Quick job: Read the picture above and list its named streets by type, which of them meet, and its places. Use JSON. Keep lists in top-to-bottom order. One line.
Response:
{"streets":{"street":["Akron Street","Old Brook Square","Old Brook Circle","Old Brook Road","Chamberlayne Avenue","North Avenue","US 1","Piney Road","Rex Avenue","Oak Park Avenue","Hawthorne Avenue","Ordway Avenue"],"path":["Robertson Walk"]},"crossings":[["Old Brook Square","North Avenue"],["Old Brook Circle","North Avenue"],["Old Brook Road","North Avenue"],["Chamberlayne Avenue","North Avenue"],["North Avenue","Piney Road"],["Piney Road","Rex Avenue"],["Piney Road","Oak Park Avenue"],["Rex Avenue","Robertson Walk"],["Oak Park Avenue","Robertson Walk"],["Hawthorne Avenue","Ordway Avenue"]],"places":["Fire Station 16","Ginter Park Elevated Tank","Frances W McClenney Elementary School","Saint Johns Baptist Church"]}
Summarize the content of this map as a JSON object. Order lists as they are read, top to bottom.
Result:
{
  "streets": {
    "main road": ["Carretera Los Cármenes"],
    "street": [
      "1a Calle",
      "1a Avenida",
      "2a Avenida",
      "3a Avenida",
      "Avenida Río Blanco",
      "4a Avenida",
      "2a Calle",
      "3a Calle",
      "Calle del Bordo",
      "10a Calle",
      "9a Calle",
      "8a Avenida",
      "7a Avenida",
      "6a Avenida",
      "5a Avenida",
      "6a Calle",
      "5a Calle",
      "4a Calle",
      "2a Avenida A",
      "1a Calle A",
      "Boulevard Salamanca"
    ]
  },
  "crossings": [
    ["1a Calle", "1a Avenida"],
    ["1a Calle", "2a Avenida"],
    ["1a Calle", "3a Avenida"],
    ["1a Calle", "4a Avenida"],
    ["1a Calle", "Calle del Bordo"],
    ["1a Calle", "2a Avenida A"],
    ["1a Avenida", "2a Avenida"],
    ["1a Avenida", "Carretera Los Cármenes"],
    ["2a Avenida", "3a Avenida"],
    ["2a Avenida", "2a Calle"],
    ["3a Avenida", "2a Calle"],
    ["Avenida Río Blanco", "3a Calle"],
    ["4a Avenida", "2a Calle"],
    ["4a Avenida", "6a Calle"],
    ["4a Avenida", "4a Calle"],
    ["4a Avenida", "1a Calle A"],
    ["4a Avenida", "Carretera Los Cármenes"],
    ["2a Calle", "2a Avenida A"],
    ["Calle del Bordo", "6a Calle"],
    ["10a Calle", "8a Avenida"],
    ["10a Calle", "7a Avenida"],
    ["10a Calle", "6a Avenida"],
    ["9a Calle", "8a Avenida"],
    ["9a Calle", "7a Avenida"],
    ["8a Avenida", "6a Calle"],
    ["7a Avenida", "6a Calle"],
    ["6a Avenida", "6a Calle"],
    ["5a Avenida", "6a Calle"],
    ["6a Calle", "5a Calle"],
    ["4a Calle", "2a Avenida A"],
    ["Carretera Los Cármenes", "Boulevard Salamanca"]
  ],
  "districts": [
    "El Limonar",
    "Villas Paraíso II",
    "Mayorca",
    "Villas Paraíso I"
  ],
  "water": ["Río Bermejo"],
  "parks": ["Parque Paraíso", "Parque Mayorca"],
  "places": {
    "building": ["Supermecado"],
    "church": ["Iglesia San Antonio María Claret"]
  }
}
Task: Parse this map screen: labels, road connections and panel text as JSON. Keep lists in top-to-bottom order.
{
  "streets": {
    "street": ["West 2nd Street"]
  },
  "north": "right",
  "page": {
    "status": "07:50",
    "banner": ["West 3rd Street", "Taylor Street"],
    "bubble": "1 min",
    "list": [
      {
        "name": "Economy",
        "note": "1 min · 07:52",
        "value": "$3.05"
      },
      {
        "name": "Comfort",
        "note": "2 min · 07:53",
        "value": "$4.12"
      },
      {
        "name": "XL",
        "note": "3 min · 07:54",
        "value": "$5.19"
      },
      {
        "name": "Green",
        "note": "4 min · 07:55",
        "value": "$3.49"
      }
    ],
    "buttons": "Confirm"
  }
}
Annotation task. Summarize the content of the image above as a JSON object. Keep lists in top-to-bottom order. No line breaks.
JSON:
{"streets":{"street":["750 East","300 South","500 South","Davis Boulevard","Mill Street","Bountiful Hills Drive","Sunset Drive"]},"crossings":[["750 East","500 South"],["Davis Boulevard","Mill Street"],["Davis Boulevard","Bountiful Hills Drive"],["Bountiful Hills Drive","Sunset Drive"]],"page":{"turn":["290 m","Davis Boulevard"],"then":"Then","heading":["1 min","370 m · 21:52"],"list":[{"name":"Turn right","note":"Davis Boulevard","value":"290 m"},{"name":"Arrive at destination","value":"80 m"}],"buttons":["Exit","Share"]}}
◆ ◆ ◆
**WORK TASK:**
The reply is a bare number: how many lines above include "Cármenes".

**EXERCISE SOLUTION:**
4